§ **Activity**: Omitting the images, transcribe the records below exactly as they stand.

[Collected data entries]
|---|

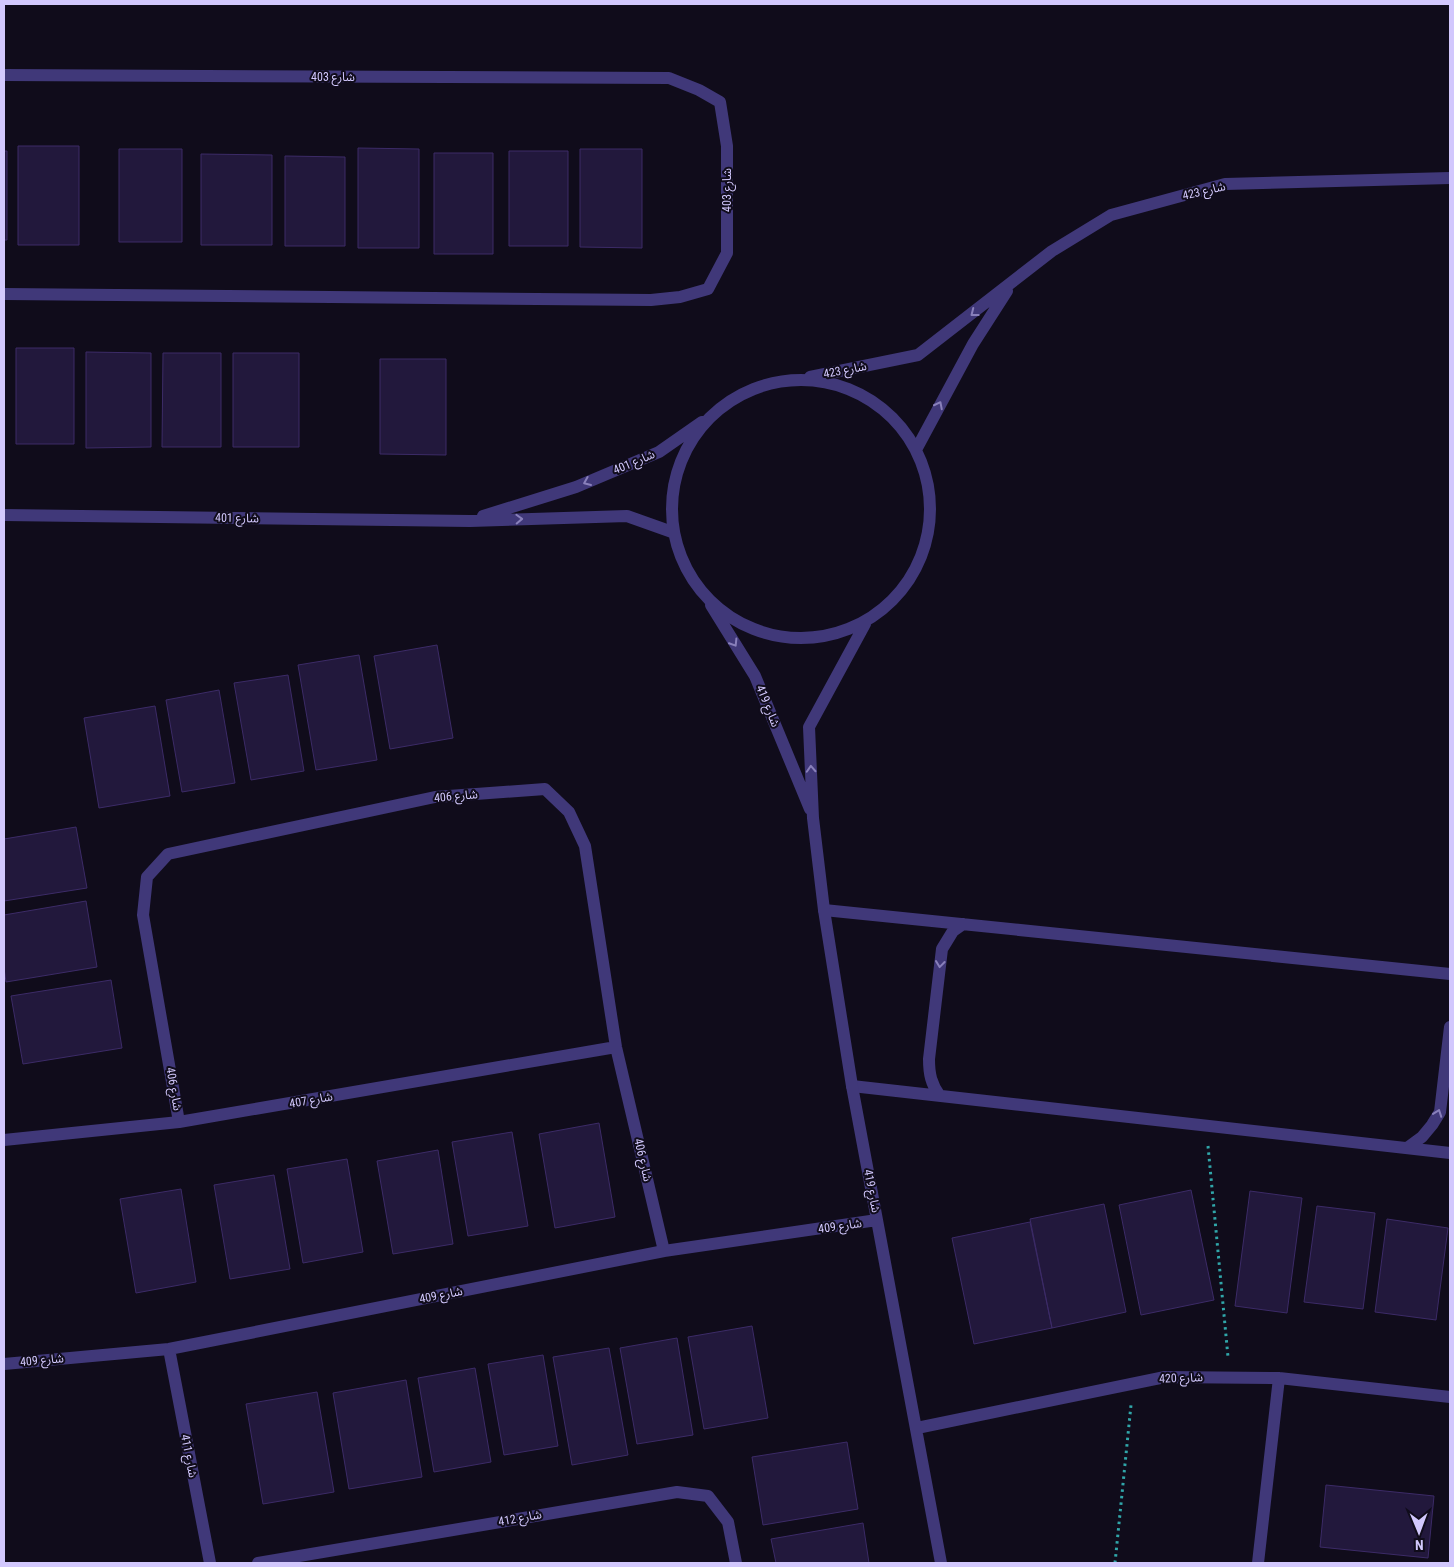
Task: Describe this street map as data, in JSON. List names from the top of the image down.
{
  "streets": {
    "street": [
      "شارع 403",
      "شارع 423",
      "شارع 401",
      "شارع 419",
      "شارع 406",
      "شارع 407",
      "شارع 409",
      "شارع 420",
      "شارع 411",
      "شارع 412"
    ]
  },
  "crossings": [
    ["شارع 423", "شارع 401"],
    ["شارع 401", "شارع 419"],
    ["شارع 419", "شارع 409"],
    ["شارع 419", "شارع 420"],
    ["شارع 406", "شارع 407"],
    ["شارع 406", "شارع 409"],
    ["شارع 409", "شارع 411"]
  ],
  "north": "bottom"
}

|---|

§ **Answer space**:
Task: Describe this street map as data, in JSON. List names from the top of the image down.
{
  "streets": {
    "street": [
      "شارع 403",
      "شارع 423",
      "شارع 401",
      "شارع 419",
      "شارع 406",
      "شارع 407",
      "شارع 409",
      "شارع 420",
      "شارع 411",
      "شارع 412"
    ]
  },
  "crossings": [
    ["شارع 423", "شارع 401"],
    ["شارع 401", "شارع 419"],
    ["شارع 419", "شارع 409"],
    ["شارع 419", "شارع 420"],
    ["شارع 406", "شارع 407"],
    ["شارع 406", "شارع 409"],
    ["شارع 409", "شارع 411"]
  ],
  "north": "bottom"
}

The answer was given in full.